Hand Tools Archive

Subject:
interesting turn

David Weaver
as this test starts to run out, I figured I'd increase the angle to 32 (i have a stop set at 32 from years ago, an angle type, not distance, so it's true 32).

The sorby chisel held up better in apple and did better. I haven't had great experience in soft woods at 32 degrees, but this isn't soft woods.

It took fewer strikes than the damaged 28 edge. But there was an annoying tendency for the edge to sever the chips off of the test piece and shoot them into me, bouncing them off of my stomach, chest and face (this is at 32).

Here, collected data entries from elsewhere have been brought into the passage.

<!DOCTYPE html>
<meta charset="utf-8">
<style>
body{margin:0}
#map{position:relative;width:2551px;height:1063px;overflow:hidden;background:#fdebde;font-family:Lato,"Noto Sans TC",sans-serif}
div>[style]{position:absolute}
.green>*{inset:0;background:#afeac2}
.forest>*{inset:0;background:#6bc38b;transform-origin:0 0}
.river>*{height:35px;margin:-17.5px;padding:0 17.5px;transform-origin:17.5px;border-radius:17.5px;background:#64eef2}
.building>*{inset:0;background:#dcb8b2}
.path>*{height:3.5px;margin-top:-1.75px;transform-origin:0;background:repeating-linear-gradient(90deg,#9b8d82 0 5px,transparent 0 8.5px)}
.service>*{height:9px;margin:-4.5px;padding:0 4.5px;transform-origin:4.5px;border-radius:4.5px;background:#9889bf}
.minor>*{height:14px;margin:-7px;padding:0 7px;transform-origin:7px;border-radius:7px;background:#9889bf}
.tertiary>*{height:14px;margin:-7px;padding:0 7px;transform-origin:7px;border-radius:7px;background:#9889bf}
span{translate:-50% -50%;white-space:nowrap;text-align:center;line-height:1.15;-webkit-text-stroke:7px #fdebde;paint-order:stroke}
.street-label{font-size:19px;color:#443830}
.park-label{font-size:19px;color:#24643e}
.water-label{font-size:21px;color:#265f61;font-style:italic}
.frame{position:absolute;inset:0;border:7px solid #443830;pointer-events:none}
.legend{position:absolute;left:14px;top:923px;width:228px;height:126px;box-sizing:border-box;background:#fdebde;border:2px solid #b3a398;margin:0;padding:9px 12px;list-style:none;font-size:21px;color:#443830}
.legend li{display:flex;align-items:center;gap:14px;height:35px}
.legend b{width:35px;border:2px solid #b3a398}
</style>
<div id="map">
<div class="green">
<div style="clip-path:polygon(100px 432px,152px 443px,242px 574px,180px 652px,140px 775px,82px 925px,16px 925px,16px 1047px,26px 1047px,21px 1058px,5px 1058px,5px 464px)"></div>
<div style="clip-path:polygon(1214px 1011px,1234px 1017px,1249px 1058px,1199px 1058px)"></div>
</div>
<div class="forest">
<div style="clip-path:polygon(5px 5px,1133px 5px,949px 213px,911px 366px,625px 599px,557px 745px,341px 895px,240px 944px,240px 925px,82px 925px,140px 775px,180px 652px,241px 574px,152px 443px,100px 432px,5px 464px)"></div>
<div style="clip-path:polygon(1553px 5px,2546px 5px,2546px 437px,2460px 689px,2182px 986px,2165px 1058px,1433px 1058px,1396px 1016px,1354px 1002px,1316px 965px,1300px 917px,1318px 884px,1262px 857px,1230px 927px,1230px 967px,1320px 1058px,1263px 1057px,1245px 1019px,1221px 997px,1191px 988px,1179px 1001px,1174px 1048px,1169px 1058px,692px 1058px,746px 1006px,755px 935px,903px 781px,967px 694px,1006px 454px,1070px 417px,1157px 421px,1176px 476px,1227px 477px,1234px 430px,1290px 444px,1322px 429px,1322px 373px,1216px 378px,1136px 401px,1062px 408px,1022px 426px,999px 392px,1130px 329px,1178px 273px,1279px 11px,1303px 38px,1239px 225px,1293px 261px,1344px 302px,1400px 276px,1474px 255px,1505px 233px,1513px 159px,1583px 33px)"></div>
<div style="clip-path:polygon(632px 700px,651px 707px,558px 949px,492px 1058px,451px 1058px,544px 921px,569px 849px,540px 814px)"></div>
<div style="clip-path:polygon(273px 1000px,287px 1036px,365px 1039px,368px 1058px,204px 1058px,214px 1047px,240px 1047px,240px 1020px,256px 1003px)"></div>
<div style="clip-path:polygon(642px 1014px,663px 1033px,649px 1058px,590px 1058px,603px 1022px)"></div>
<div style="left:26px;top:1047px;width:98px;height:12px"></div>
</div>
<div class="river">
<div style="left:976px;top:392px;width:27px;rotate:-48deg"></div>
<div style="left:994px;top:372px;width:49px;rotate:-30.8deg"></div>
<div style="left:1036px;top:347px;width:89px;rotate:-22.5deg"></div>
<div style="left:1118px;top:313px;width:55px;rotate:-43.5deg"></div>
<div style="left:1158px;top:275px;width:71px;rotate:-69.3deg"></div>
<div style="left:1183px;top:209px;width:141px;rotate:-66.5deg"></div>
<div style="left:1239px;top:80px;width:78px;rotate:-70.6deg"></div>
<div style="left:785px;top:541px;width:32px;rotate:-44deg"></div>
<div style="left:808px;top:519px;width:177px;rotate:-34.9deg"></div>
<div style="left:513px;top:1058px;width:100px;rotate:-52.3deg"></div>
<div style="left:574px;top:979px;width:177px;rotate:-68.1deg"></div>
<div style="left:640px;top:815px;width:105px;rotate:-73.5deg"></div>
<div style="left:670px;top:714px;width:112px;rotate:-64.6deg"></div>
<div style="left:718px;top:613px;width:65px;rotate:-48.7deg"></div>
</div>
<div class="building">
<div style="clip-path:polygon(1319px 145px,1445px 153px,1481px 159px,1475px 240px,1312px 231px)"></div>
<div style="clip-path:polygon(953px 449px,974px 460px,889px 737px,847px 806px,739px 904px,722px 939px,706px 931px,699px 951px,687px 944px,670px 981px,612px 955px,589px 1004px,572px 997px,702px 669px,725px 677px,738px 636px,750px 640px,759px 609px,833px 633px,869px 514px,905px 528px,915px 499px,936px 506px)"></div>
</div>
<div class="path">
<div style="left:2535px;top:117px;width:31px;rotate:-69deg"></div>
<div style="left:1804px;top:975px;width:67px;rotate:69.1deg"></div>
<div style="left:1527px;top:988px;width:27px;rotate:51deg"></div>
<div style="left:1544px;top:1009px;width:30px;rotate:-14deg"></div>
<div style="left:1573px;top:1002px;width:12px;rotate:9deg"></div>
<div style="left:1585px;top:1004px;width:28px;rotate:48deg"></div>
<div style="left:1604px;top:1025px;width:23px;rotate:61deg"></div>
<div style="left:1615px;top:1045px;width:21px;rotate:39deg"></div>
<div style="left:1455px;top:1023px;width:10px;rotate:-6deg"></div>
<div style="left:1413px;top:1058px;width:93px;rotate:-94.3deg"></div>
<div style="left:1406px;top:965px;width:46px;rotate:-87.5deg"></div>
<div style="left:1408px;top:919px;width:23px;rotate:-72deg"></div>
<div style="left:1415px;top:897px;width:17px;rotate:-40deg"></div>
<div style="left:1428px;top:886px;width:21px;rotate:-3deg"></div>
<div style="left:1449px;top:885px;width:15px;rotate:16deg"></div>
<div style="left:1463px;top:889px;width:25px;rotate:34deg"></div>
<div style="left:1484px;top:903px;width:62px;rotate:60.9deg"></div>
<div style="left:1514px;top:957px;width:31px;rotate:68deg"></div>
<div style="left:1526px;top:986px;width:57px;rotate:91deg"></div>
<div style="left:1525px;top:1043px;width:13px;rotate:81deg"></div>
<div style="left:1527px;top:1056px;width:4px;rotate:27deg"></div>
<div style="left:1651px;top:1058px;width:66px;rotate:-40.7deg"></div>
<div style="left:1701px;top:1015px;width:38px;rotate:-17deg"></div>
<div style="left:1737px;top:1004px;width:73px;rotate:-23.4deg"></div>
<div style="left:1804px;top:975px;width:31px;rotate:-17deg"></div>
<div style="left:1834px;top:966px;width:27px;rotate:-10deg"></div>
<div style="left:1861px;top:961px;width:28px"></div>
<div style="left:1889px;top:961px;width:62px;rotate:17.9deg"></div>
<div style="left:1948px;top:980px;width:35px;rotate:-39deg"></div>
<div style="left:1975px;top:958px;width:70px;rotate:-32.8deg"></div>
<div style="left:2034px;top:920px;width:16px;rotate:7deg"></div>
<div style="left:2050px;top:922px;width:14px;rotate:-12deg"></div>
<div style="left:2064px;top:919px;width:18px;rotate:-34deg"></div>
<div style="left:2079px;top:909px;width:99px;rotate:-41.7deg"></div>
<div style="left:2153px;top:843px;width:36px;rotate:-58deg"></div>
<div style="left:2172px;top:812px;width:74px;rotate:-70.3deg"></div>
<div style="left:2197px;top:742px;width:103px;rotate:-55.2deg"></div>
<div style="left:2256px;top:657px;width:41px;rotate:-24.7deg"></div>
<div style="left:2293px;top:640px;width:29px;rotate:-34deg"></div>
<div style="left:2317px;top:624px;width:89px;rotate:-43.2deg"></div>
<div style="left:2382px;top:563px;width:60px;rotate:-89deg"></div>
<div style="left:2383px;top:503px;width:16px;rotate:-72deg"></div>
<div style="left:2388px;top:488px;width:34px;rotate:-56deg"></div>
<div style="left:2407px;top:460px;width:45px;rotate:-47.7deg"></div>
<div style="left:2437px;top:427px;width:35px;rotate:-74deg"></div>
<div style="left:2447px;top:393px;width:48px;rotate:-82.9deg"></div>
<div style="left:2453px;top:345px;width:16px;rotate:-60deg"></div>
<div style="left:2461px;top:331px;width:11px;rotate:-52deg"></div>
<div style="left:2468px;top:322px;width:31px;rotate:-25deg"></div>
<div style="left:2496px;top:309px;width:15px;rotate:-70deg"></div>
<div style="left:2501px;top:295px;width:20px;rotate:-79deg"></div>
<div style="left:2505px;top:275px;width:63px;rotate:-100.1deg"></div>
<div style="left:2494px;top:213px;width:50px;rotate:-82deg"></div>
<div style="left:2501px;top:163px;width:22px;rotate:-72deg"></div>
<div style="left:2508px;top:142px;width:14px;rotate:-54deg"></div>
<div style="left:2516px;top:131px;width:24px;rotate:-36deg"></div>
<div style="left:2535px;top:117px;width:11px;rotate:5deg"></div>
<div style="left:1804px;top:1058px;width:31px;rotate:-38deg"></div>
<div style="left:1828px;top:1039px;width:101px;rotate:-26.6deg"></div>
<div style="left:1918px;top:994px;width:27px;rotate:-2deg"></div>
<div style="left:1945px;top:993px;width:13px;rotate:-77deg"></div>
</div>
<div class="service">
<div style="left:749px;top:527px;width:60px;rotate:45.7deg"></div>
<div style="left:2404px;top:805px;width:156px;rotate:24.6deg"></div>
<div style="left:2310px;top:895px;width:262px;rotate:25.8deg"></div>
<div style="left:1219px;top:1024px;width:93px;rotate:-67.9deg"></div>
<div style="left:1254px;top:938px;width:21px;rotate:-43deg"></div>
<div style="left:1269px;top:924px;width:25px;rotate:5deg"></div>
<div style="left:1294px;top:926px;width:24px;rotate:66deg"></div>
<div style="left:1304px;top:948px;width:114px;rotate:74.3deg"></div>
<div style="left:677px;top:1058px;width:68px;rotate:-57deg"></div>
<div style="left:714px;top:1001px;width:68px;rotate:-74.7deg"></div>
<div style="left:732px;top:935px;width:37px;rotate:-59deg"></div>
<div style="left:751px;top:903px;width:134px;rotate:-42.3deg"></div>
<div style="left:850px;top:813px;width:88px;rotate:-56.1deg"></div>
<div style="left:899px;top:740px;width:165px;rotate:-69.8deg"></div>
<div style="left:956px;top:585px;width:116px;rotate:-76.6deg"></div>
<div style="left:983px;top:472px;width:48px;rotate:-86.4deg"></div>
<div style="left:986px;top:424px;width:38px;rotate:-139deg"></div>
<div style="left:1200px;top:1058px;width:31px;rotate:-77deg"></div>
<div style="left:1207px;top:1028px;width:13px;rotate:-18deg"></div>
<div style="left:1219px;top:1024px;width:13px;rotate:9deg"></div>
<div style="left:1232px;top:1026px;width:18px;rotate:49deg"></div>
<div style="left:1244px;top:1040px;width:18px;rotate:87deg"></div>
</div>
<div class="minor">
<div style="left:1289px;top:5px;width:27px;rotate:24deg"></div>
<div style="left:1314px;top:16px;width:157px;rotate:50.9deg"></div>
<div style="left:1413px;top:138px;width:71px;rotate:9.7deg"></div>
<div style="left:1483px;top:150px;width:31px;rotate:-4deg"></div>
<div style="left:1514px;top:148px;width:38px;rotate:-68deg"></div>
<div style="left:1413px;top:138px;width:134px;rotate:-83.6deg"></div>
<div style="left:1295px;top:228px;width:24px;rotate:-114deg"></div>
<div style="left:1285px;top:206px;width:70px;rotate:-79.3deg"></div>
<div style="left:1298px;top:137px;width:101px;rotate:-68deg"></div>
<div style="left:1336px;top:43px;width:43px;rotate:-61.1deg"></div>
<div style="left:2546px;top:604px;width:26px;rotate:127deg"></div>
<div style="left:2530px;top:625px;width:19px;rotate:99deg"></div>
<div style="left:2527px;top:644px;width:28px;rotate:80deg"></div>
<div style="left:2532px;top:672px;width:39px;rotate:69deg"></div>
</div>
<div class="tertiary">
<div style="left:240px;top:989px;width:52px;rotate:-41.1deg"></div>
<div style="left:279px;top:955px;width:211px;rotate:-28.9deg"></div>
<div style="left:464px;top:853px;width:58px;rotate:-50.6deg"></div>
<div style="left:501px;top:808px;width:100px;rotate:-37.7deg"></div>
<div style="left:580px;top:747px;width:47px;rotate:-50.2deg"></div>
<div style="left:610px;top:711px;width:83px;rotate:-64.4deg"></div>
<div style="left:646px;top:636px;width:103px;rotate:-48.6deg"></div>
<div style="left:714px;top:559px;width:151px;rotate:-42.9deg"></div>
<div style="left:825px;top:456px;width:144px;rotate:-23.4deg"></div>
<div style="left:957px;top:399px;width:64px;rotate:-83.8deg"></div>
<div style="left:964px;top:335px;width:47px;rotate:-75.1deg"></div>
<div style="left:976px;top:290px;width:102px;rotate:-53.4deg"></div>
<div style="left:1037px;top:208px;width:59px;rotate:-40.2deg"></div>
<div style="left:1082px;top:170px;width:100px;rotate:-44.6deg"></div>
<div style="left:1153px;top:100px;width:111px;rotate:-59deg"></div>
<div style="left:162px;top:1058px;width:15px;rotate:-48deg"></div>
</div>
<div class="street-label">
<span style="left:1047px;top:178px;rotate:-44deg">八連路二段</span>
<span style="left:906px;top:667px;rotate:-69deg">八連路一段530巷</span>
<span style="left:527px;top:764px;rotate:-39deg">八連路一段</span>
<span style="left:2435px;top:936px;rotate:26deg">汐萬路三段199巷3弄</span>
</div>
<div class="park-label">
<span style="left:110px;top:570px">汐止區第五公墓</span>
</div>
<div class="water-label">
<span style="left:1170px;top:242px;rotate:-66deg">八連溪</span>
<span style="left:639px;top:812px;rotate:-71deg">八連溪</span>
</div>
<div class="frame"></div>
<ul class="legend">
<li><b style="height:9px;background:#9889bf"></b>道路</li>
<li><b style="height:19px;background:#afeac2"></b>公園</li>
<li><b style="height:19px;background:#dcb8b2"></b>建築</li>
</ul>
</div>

The first step toward any of this years ago, chiseling cocobolo for planes and steepening a stanley saw the same thing, except i'm standing perpendicular to the direction of shaving travel and those shavings just shot across the shop. There's some magic point where wood doesn't lay over as a leaf but rather shoots off of the work piece.

The next experiment was to apply the 32 to a much better chisel - ashley iles mk2. These are my favorite modern chisel. they have proportions like an older chisel and the steel is in the sweet spot (60-62).

How about that - no damage with a 32 degree microbevel in the same test.

about 70 strikes for the sorby and 65 for the iles. This iles chisel did nearly as well as the unicorn for effort. Sharpening is a bit more tedious, and the stinging face from chips remains.

long dried apple will do that, but I doubt cherry chips would fly off like that.